Joy se marchó muy temprano cuando ella aún dormía, al llegar al mediodía se encontró a Samantha al borde de las lágrimas, adolorida y sin haberse duchado. Su amiga se ocupó de las niñas mientras Sam se bañaba, vestía y comía algo puso a cada beba en su portabebés y las llevó a la camioneta.

―Daré unas vueltas con ellas una hora, Sam, ve a dormir, te aseguro que iré despacio y no me alejaré mucho de la zona, tú necesitas descansar.

―¿Y si lloran? ―peguntó Samantha al borde las lágrimas.

―No creo que lo hagan, al parecer les gusta pasear en coche y si lloran me regreso.

―Pero tú también necesitas descansar.

―Lo haré cuando regrese y hayas dormido algo.

―Joy, gracias, eres mejor amiga de lo que merezco.

―No digas eso, mereces lo mejor del mundo. Anda, ahora ve a dormir mientras paseo a las princesas en la carroza bonita, que su madrina les compró con la varita negra de plástico.

Su mejor amiga le había comprado un miniván de lujo con la tarjeta de Aristo.

Samantha ni siquiera pudo reírse del chiste, se arrastró a la cama y se durmió de inmediato.

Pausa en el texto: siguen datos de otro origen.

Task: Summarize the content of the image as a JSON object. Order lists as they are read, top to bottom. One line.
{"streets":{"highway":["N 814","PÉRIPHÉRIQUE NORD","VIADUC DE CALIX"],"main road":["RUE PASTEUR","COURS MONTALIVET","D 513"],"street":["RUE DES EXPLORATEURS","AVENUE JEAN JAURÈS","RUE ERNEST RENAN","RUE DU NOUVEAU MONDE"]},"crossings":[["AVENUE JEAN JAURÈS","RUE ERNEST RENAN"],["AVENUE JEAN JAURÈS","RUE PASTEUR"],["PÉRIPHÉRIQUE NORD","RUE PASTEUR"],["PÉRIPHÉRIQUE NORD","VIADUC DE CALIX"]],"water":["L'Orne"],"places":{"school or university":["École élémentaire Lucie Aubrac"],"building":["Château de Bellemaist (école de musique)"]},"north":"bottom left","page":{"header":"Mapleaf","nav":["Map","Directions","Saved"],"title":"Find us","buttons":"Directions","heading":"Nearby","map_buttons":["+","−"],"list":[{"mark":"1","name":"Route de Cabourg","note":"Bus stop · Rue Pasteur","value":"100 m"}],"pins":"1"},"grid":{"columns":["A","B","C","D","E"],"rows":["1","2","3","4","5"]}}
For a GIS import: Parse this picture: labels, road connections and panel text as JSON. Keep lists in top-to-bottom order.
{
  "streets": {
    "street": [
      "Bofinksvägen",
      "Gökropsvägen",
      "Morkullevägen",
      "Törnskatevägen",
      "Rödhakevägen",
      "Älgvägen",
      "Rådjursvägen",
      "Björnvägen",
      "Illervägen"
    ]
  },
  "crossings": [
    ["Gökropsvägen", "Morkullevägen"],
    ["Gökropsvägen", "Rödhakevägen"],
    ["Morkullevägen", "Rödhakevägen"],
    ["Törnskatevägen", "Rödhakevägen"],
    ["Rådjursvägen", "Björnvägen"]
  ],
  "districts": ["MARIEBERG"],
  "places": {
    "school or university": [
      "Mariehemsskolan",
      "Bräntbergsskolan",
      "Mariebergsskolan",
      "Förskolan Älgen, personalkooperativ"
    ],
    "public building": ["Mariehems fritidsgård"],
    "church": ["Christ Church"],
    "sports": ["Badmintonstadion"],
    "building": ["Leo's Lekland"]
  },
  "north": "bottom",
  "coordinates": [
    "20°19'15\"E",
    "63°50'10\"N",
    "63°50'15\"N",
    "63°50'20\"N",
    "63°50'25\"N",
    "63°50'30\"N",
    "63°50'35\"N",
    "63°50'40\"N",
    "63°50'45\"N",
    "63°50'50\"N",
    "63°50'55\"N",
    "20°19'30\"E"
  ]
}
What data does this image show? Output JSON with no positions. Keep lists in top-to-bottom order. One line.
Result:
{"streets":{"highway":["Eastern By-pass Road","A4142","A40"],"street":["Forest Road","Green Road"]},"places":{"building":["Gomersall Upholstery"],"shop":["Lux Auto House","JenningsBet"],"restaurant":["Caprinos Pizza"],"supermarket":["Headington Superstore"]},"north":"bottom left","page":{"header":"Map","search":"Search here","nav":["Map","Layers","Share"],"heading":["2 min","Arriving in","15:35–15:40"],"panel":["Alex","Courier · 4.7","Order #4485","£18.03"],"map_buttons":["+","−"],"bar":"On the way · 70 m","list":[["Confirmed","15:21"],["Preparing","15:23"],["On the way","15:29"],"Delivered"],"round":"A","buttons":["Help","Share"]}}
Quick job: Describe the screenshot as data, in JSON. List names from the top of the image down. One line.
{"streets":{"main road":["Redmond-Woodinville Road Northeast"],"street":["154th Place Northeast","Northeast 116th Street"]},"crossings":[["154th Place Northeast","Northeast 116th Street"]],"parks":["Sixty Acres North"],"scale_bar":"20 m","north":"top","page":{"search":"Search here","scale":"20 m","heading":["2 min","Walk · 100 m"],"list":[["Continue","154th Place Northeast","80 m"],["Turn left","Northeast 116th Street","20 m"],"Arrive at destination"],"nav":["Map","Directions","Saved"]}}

El sonido insistente del timbre la sacó de un profundo sueño. ¿Quién demonios se atrevía a despertarla? La falta de sueño la tenía de muy mal humor, si algo no podía soportar era no poder dormir, así que, quien haya sido el culpable de que en ese momento tuviera que levantarse se iba a arrepentir. Como pudo se puso en pie, caminó con los ojos cerrados y el ceño fruncido, al pasar por la barra de la cocina, sus manos tumbaron el plato que había dejado allí después de comer. ¡Maldición! Tenía tanto sueño que ni lo lavó.

―Ya voy, ya voy. ¡Dejen de tocar el maldito timbre! ―gritó con furia.

Llegó a la puerta de entrada tocando porque aún le costaba abrir los ojos, abrió la puerta para insultar a quien se atrevió a despertarla, sin embargo, no podía ni abrir los ojos para ver quien era. Una voz aterradora y conocida la obligó a despertar.

―¿Samantha? ―preguntó Aristo con confusión al ver el deplorable estado en el que se encontraba su esposa.

―¡Tú!

Su rabia se fue de inmediato y una sensación de miedo se apoderó de ella, de nuevo su cuerpo se resistió a tanto estrés e hizo lo mismo que la última vez que vio a su esposo:  se desmayó a sus pies.